== Exercise materials
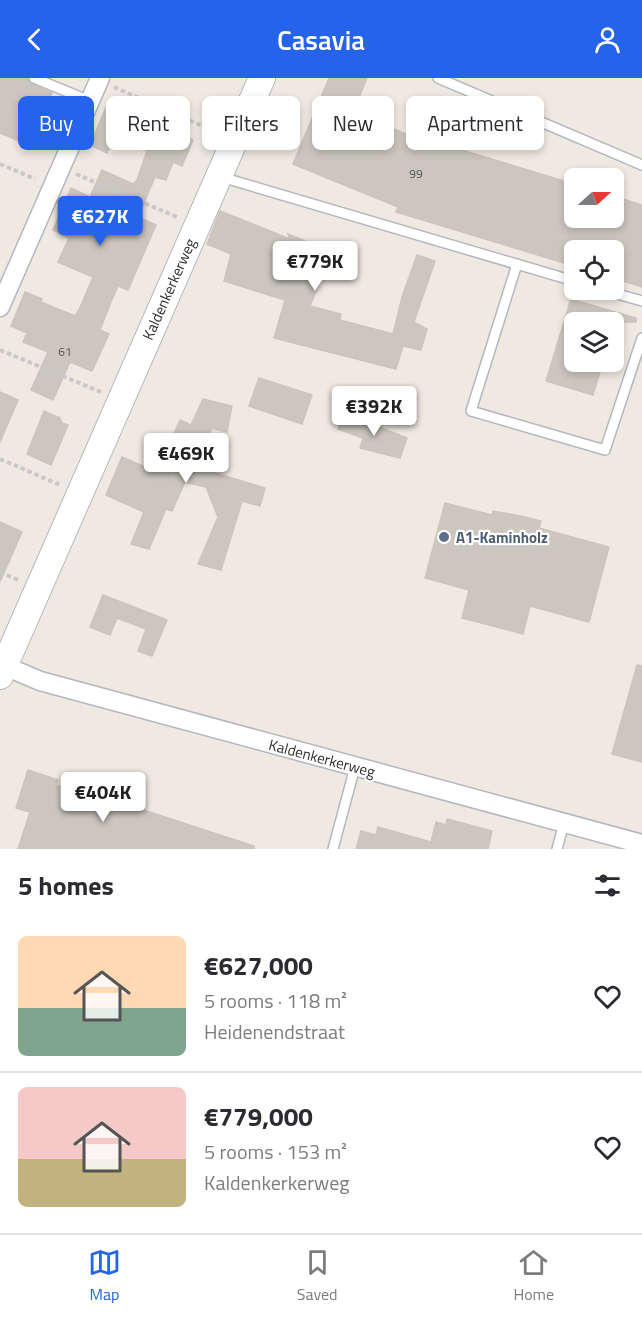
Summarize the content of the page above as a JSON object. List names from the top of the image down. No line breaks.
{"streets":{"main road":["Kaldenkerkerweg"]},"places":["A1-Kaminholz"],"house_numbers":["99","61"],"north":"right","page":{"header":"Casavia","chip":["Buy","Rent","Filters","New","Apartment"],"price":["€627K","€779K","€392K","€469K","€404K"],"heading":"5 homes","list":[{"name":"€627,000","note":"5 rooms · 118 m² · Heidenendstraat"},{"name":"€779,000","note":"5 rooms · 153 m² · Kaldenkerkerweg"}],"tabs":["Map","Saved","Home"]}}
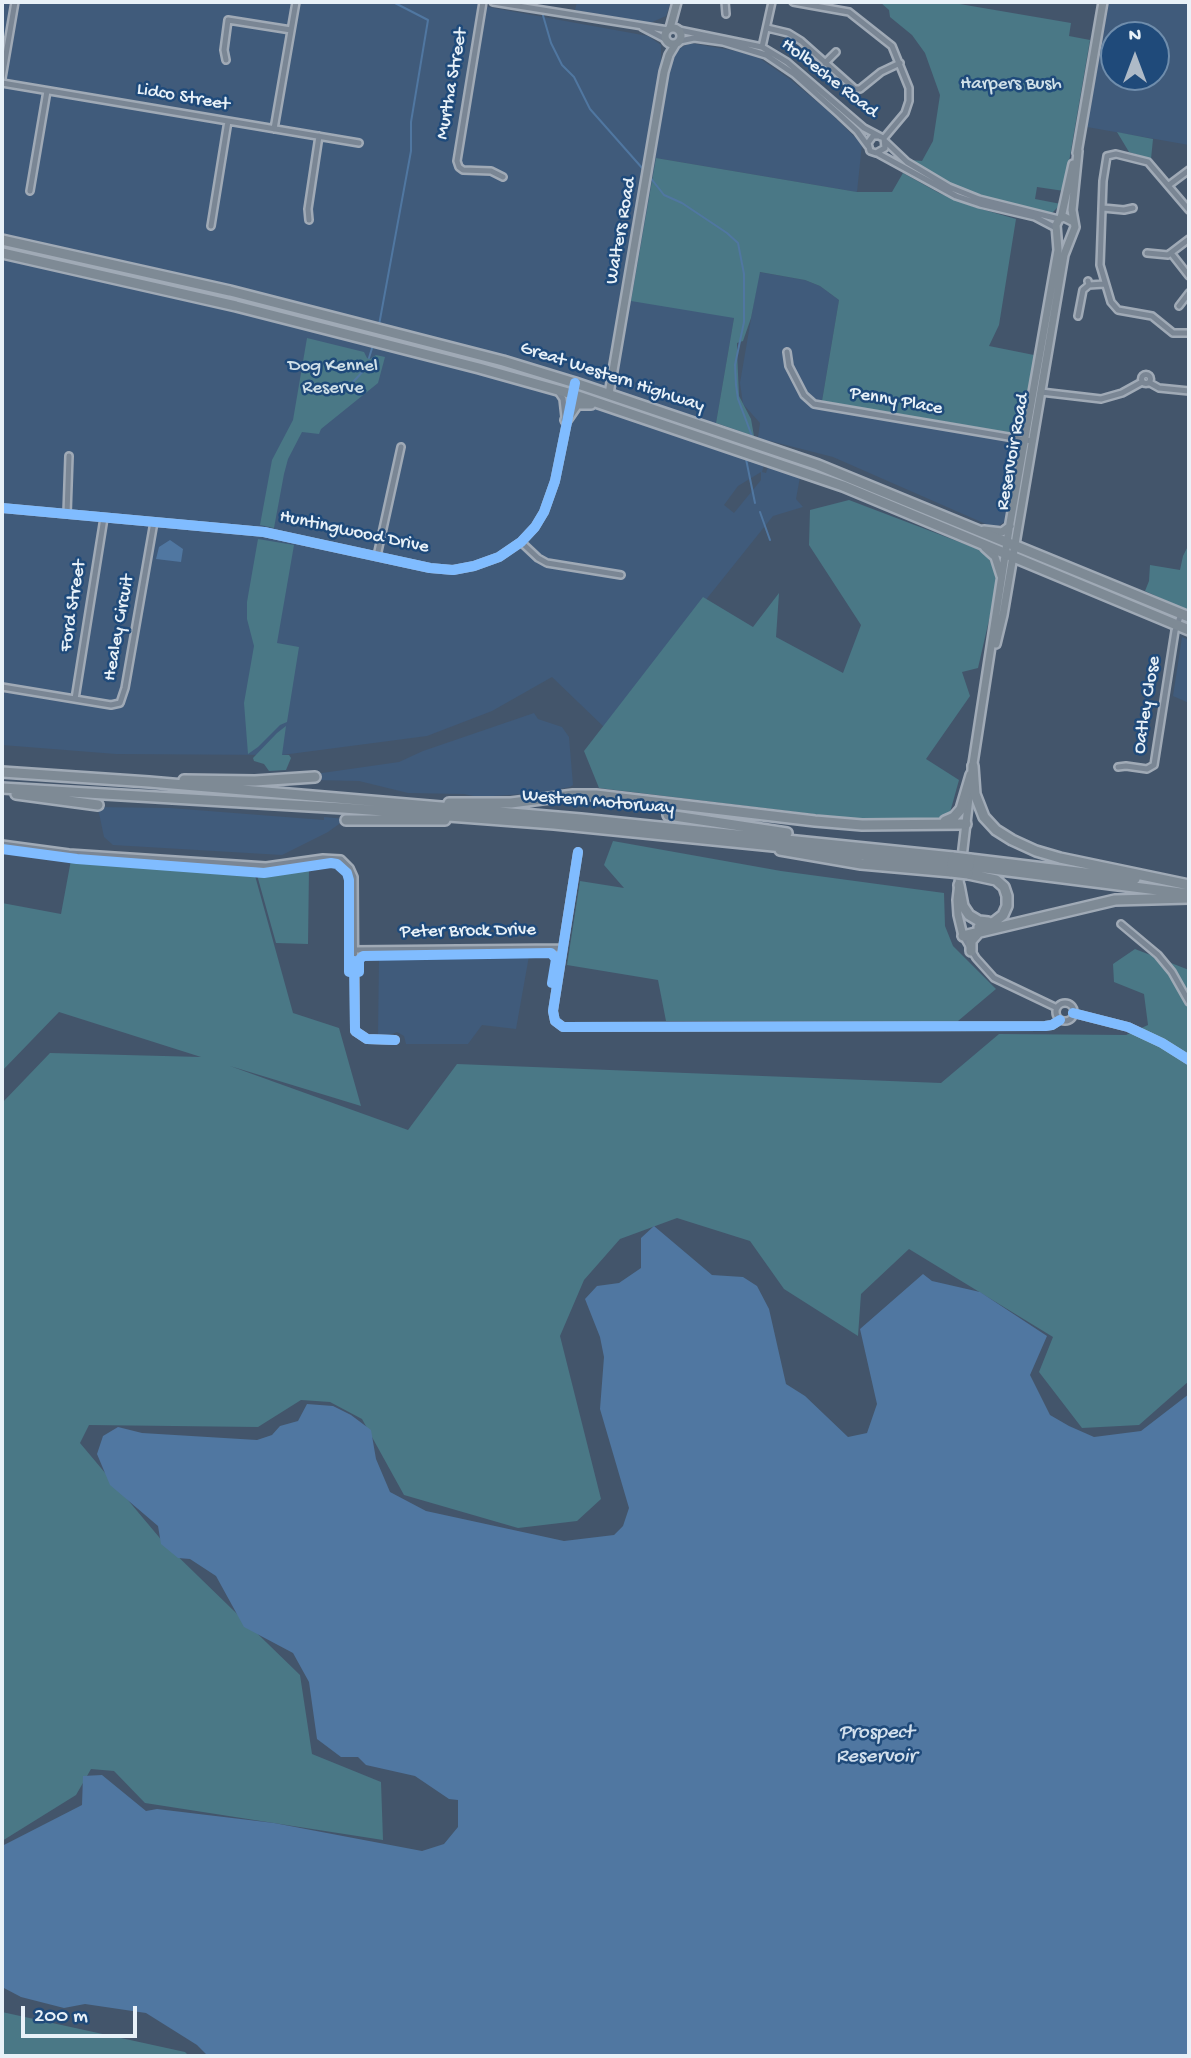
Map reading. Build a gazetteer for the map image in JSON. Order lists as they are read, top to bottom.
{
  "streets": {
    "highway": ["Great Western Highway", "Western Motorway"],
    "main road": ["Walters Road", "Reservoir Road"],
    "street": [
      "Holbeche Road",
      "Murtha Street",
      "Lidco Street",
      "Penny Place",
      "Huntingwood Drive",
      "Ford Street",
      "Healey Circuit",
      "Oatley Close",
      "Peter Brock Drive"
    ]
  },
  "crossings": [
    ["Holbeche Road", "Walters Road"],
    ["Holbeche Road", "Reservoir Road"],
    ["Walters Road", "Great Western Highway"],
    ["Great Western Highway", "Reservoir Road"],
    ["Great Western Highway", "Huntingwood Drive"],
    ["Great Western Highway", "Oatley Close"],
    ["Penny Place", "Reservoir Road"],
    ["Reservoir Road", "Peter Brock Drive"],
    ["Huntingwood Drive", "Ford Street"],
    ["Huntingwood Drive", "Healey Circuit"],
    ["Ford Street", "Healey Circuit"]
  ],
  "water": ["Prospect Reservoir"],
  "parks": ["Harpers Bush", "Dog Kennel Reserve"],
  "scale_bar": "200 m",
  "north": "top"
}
====
> [Task requirements]:
Return each line of the data that contains the string "Western".

> [Solution below]:
    "highway": ["Great Western Highway", "Western Motorway"],
    ["Walters Road", "Great Western Highway"],
    ["Great Western Highway", "Reservoir Road"],
    ["Great Western Highway", "Huntingwood Drive"],
    ["Great Western Highway", "Oatley Close"],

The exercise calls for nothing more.